*WORK TO COMPLETE:*
Go over the data below and say how many lines hold the word "Solon". Only the number is needed.

Collected data
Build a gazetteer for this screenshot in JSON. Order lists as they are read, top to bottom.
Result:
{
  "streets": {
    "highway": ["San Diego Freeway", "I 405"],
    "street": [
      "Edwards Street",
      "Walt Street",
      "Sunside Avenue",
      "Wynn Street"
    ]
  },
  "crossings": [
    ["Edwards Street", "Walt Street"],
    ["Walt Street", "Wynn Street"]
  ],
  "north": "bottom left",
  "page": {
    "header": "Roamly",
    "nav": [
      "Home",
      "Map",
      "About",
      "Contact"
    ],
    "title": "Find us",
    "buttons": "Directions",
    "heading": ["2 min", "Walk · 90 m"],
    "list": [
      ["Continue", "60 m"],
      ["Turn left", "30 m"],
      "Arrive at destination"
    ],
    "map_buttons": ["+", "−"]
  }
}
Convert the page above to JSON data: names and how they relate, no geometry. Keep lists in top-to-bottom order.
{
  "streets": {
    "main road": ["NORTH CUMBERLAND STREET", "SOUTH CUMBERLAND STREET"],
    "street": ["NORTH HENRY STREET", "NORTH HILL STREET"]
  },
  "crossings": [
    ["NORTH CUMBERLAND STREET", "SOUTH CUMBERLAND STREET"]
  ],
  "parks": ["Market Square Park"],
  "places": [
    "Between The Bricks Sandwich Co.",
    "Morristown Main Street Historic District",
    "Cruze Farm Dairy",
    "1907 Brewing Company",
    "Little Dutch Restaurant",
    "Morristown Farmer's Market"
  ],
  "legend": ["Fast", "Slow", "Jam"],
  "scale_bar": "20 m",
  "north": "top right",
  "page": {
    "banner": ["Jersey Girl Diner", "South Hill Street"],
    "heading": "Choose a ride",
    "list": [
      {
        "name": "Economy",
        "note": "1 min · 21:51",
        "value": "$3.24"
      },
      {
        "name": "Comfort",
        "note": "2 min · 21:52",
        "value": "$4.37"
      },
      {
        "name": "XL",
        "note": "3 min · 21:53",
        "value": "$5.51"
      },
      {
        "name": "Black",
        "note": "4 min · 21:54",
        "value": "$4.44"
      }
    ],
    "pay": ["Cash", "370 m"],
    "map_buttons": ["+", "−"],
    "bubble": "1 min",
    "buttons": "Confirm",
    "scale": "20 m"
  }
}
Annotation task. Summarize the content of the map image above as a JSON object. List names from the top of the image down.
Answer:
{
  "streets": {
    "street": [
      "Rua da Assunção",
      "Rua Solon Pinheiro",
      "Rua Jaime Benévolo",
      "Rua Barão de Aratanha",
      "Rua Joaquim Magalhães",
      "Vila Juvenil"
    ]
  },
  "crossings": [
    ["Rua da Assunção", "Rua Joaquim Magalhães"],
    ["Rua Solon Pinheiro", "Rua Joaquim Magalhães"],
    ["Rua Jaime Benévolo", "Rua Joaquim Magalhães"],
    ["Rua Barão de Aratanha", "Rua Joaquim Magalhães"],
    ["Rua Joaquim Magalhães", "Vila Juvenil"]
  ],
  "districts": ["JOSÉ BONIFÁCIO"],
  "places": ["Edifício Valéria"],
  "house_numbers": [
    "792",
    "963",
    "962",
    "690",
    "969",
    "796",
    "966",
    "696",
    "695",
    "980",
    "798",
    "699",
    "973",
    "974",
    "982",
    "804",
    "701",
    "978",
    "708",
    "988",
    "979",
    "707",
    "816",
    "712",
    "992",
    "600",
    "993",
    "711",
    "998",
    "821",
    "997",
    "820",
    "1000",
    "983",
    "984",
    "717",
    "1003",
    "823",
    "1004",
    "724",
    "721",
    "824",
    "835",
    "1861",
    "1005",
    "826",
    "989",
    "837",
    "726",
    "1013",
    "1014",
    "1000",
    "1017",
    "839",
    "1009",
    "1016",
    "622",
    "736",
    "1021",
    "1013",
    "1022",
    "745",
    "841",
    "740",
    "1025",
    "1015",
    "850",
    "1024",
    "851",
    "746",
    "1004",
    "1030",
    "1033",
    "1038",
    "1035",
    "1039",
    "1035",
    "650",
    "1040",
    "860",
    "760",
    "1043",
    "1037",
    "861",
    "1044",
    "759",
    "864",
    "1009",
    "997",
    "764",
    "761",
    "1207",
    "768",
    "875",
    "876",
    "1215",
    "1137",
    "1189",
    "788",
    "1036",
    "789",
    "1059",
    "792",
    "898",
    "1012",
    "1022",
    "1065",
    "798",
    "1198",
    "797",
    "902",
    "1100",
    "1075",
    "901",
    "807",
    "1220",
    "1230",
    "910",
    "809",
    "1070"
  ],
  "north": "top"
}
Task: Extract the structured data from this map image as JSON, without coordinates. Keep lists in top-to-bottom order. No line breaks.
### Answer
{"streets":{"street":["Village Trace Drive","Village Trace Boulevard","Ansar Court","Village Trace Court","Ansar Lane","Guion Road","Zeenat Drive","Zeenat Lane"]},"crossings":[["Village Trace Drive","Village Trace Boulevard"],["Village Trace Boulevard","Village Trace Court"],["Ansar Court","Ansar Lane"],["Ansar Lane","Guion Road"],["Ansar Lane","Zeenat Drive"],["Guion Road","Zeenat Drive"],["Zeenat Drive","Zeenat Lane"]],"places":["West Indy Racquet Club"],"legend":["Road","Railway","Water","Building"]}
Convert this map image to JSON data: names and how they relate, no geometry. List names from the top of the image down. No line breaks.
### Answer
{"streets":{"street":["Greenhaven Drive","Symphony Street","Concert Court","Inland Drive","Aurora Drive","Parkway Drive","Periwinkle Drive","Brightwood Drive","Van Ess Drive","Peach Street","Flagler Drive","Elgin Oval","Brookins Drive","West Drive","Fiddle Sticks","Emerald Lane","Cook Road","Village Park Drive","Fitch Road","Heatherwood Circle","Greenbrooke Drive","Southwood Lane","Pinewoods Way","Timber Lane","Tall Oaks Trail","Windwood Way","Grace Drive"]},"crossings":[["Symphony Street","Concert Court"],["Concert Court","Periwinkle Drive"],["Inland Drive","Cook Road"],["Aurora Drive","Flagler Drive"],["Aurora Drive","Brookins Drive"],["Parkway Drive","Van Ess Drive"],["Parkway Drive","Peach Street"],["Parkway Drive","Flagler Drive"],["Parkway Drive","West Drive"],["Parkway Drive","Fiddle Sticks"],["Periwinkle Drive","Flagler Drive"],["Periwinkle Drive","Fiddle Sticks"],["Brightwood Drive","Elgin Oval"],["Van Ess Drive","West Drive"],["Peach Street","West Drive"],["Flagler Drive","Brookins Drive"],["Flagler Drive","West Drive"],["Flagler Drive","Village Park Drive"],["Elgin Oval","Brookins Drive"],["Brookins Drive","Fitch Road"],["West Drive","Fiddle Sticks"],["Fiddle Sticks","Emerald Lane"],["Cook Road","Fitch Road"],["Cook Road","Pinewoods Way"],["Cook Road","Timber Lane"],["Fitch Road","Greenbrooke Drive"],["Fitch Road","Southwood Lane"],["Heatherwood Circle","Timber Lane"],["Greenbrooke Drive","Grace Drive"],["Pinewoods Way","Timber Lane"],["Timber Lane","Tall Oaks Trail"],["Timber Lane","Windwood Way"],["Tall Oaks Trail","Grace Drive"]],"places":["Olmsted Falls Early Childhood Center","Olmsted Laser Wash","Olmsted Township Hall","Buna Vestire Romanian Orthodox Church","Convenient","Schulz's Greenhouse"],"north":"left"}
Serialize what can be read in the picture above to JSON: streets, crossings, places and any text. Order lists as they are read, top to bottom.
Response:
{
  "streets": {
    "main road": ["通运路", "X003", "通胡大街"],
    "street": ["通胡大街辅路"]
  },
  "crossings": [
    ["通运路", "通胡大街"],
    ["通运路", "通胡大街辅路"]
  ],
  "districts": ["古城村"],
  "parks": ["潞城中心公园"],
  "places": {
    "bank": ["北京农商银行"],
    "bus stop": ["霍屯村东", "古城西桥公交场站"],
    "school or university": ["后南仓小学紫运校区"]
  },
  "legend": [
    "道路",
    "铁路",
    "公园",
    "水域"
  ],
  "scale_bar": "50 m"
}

*FINAL ANSWER:*
2